Exercise materials –
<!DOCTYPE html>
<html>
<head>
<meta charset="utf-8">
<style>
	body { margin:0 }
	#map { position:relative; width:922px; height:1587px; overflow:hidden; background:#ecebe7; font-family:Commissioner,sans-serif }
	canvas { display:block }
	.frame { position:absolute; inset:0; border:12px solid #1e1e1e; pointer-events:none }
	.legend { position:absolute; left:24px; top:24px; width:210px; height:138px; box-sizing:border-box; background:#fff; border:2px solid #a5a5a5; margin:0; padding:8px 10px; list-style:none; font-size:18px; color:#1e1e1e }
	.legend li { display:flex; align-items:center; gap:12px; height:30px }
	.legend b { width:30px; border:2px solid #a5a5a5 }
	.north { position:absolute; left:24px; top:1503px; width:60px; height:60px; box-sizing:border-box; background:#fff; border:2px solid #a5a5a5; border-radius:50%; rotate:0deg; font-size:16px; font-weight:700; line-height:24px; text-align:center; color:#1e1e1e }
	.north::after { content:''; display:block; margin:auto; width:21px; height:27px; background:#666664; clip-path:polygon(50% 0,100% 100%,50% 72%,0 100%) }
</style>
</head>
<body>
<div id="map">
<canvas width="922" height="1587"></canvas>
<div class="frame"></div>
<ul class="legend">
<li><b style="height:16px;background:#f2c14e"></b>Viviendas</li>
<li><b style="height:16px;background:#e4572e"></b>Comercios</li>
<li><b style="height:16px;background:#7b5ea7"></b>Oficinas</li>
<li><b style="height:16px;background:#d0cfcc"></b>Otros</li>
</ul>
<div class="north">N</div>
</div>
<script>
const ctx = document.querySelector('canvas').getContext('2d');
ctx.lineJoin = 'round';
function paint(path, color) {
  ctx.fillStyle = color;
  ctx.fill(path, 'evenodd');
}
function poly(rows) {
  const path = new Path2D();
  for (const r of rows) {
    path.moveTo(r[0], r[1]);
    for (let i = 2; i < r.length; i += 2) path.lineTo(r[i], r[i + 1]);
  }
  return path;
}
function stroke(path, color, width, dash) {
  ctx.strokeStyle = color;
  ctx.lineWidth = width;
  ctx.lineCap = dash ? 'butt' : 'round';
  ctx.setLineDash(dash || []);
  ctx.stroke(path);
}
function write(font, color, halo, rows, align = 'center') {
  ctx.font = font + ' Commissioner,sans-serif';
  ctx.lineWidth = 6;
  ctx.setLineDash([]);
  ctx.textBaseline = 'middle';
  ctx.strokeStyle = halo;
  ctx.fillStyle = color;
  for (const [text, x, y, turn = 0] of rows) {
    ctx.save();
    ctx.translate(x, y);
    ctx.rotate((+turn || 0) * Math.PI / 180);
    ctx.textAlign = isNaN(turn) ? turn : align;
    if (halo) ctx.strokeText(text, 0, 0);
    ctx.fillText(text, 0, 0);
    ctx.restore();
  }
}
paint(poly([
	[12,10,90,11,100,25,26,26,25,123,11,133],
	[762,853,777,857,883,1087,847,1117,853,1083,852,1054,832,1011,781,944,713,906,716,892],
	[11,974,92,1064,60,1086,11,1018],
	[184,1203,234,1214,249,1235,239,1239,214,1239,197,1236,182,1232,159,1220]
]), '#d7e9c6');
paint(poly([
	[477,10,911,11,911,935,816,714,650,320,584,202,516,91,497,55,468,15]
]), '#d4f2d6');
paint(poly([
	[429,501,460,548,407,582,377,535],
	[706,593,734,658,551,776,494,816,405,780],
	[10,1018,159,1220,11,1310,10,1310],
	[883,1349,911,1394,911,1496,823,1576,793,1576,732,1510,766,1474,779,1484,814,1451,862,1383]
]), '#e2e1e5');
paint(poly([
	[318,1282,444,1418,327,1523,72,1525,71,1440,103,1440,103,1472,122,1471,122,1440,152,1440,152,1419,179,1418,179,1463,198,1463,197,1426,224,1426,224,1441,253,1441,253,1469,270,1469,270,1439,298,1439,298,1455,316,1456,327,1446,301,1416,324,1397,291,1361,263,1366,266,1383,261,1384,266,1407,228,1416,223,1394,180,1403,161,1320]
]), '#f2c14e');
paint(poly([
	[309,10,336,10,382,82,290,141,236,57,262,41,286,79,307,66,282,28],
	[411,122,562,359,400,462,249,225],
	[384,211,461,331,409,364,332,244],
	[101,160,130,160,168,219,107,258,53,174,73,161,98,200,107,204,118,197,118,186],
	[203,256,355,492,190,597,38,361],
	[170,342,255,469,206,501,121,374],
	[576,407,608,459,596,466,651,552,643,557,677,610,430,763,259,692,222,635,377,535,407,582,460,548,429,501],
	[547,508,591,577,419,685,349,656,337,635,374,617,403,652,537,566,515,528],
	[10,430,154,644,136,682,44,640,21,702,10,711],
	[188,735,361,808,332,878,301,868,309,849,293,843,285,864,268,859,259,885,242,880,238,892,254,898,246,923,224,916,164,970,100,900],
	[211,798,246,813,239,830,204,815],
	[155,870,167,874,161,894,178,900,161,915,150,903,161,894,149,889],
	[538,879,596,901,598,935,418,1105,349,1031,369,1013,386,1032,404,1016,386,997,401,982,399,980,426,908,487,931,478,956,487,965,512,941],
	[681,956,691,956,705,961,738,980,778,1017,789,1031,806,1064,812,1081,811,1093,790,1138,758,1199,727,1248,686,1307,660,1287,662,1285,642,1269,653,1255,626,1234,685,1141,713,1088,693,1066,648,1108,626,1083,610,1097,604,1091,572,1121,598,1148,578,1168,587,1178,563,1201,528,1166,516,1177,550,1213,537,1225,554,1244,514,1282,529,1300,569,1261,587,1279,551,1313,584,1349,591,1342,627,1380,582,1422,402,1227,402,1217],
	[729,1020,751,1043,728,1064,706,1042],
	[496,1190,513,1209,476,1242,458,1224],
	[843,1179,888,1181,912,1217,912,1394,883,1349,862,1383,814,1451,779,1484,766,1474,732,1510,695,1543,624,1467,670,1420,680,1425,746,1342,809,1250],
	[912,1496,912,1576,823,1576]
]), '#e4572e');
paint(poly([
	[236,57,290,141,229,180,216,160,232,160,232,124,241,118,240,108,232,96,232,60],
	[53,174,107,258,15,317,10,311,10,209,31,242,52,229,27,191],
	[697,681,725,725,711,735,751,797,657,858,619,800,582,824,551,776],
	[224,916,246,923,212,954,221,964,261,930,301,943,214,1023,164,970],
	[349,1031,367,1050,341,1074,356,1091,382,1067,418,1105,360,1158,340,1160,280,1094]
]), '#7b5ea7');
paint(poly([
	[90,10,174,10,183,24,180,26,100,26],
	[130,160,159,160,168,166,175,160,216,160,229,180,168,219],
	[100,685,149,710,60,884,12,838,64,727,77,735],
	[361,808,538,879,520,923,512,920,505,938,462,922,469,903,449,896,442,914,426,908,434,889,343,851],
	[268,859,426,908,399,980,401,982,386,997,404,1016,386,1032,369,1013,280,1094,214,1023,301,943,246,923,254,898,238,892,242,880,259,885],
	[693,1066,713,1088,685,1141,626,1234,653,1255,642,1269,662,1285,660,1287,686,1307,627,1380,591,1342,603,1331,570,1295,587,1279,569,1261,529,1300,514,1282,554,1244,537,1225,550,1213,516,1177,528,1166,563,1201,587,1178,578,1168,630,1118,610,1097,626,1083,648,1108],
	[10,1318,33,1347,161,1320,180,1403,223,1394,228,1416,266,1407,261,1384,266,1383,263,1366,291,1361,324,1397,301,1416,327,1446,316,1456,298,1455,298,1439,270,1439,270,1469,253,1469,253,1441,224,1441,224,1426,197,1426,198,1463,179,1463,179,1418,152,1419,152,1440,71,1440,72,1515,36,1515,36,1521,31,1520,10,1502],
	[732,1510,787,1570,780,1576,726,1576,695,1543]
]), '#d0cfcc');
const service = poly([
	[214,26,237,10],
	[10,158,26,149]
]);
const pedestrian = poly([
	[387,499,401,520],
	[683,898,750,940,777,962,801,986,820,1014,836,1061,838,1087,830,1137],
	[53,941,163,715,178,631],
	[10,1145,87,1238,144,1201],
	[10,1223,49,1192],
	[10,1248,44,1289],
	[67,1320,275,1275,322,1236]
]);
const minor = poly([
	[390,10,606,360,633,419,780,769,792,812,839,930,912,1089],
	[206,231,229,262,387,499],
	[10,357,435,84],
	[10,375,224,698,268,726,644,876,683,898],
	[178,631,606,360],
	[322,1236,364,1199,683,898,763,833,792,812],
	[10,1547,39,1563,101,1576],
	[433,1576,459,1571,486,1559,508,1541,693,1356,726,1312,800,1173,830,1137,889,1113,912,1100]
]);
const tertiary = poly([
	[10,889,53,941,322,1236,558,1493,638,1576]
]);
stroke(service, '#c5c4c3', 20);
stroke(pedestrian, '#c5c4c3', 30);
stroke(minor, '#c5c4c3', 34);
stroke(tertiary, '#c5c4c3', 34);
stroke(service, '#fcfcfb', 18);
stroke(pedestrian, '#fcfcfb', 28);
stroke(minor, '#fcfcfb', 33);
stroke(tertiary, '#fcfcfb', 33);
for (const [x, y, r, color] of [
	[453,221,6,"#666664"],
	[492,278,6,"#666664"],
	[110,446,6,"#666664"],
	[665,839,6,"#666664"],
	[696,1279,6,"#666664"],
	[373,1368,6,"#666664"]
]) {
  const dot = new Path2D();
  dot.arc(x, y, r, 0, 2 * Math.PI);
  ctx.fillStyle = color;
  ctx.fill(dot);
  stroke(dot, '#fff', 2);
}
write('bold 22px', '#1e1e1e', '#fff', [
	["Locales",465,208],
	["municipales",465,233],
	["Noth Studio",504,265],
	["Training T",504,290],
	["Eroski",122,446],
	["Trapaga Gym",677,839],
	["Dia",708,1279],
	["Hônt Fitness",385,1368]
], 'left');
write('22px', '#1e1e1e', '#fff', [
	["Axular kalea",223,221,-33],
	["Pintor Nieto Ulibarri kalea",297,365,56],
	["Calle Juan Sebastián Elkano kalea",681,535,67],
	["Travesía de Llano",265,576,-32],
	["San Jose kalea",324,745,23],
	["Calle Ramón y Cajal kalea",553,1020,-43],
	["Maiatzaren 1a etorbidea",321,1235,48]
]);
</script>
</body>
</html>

Your task –
When you repeat the lines, start with the first line of the material and end with the line that contains "position:absolute; left:24px; top:1503px;", keeping both and reproducing each exactly, with nothing added.

Your response –
<!DOCTYPE html>
<html>
<head>
<meta charset="utf-8">
<style>
	body { margin:0 }
	#map { position:relative; width:922px; height:1587px; overflow:hidden; background:#ecebe7; font-family:Commissioner,sans-serif }
	canvas { display:block }
	.frame { position:absolute; inset:0; border:12px solid #1e1e1e; pointer-events:none }
	.legend { position:absolute; left:24px; top:24px; width:210px; height:138px; box-sizing:border-box; background:#fff; border:2px solid #a5a5a5; margin:0; padding:8px 10px; list-style:none; font-size:18px; color:#1e1e1e }
	.legend li { display:flex; align-items:center; gap:12px; height:30px }
	.legend b { width:30px; border:2px solid #a5a5a5 }
	.north { position:absolute; left:24px; top:1503px; width:60px; height:60px; box-sizing:border-box; background:#fff; border:2px solid #a5a5a5; border-radius:50%; rotate:0deg; font-size:16px; font-weight:700; line-height:24px; text-align:center; color:#1e1e1e }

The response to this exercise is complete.